Inside, it’s Qualcomm’s Snapdragon 865+ as in the Galaxy Note 20 Ultra, with 12GB of memory. 5G, unfortunately, is not standard in Mzansi. The 5G variant will be available “later” with both Sub-6 and mmWave support, as is WiFi 6 and Bluetooth 5.1. There’s NFC, MST, Ultra Wide Band (UWB), a 4,500 mAh battery – split across both halves – with wired and wireless fast-charging, and Wireless PowerShare to use the Galaxy Z Fold 2 as a Qi charger with other devices. A USB-C port is on the bottom, and there are stereo speakers and Dolby Atmos support.
On the back, there’s a similar camera array to the Note 20. The primary sensor is 12-megapixels with Super Speed Dual Pixel AF, OIS, and f/1.8; the ultra wide is 12-megapixels, f/2.2, and has a 123-degree field of view. A 12-megapixel telephoto – with PDAF and OIS – offers 2x optical zoom and up to 10x digital zoom. Video tops out at 4K – not 8K like on the Note 20 Ultra – and you also don’t get the Ultra High Resolution photography that the latest Note offers.
It’s software, of course, where the Galaxy Z Fold 2 stands out. Dual Preview in the camera, for example, shows a full preview of the frame on the outer display; that also makes it easier to use the primary cameras for selfies. You get the same Pro Mode, Night Mode, and Single Take mode as on the Note 20 Ultra, but also an auto-framing camera feature which, with the Fold 2 in Flex Mode stood on a table or other surface, uses machine learning to virtually zoom and pan to keep the subject in frame.
Fold owners loved multitasking – they were more than 7x as likely to use multi-window than even Note owners, Samsung says – and so Android 10 on the Galaxy Z Fold 2 makes that even easier. You can have up to three apps showing at once, and drag-and-drop between them. Take a screenshot, and you get three different pictures – one for each app running – rather than the less-useful single capture of the whole screen. App Pair still allows you to load multiple apps simultaneously from one icon, but now you can link three rather than two.

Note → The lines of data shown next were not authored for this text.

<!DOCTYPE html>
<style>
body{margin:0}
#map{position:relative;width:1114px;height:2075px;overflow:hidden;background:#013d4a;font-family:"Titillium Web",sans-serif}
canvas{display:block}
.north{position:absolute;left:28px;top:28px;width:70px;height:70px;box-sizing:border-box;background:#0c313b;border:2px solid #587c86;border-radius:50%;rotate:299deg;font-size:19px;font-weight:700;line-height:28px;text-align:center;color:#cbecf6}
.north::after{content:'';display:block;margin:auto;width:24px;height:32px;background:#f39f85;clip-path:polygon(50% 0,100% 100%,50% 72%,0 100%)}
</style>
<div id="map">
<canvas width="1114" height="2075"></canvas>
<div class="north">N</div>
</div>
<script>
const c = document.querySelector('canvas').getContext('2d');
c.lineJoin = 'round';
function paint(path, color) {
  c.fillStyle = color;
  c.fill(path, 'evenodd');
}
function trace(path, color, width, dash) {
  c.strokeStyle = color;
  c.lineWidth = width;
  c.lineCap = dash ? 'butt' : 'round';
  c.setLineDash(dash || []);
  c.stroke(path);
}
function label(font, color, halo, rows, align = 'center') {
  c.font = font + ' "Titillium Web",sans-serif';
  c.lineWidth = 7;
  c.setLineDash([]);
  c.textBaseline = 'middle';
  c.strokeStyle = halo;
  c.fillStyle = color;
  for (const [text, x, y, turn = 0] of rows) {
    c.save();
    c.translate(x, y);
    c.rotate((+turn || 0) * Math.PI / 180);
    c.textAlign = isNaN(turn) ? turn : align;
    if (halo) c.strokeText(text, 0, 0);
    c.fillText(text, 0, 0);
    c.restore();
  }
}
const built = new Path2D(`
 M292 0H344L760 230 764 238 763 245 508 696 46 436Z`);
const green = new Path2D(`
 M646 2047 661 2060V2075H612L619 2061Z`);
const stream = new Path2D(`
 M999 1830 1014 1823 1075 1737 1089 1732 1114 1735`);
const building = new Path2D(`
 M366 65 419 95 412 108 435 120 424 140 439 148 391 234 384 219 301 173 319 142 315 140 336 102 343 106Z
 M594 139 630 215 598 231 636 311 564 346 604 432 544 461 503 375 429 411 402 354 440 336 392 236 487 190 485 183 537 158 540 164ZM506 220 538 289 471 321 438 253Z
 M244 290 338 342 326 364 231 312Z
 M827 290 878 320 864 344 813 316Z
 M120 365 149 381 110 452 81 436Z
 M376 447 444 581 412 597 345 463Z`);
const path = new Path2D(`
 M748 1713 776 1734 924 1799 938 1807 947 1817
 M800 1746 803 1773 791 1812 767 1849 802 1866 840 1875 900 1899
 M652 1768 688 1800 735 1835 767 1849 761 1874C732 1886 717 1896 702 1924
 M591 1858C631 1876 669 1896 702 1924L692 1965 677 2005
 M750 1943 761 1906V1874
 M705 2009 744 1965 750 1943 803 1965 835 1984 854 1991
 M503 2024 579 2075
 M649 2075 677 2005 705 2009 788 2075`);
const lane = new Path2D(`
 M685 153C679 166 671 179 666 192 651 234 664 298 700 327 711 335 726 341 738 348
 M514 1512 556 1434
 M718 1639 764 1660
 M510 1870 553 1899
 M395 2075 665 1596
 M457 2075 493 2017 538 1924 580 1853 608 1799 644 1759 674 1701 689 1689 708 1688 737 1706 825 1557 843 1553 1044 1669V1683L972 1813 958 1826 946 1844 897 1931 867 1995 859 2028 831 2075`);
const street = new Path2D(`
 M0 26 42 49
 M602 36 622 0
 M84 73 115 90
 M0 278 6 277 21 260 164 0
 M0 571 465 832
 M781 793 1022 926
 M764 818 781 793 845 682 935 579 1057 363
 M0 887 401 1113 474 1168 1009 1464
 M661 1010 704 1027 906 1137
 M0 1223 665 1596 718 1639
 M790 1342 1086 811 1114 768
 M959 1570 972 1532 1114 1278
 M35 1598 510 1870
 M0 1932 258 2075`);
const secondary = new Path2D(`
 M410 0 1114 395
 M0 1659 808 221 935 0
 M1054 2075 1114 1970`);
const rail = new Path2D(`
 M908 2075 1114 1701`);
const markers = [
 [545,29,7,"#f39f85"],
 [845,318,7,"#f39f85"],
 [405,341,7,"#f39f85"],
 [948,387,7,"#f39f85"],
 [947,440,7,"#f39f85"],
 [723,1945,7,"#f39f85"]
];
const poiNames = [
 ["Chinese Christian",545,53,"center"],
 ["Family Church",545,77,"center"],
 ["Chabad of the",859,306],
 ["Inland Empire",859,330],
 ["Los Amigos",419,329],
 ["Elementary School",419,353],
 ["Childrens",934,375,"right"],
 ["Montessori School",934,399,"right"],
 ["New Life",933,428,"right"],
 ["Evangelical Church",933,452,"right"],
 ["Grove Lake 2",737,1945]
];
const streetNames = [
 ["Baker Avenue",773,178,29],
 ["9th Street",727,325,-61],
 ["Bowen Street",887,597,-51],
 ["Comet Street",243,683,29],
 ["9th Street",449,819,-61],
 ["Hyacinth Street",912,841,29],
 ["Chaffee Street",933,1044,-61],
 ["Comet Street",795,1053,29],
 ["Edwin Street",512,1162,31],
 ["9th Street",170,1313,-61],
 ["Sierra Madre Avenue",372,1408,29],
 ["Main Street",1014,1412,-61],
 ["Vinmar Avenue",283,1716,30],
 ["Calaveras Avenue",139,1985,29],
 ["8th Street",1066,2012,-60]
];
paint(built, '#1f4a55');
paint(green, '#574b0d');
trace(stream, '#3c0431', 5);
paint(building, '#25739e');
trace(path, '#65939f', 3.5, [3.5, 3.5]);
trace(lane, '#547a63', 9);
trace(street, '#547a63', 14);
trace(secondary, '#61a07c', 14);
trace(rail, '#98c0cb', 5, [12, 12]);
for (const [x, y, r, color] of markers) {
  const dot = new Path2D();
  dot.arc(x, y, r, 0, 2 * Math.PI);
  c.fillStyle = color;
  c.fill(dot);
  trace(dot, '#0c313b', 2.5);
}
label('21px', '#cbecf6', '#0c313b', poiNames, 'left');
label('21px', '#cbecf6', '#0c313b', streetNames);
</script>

Samsung has been working with major app-makers to better utilise the larger main panel. In Microsoft’s Office apps, for example, there are more controls in the toolbar visible. Or, you can load up DeX Wireless – using Miracast on a compatible TV – and get a full desktop experience, with support for a keyboard and mouse. Microsoft Your Phone and Link to Windows are supported, but sadly there’s no S Pen option.
That’s not the only annoyance. Samsung is also taking the headphones out the box this time around, and so you won’t be getting a set of Galaxy Buds thrown in.
What you do get is the ability to customise the hinge finish. Samsung has two primary colours for the Galaxy Z Fold 2 – Mystic Bronze and Mystic Black – but you’ll also be able to choose from metallic red, silver, gold, and blue for the hinge itself. Owners also have access to Galaxy Z Premier Service, with faster access to product support, a one-time display repair for accidental damage in the first year at cost.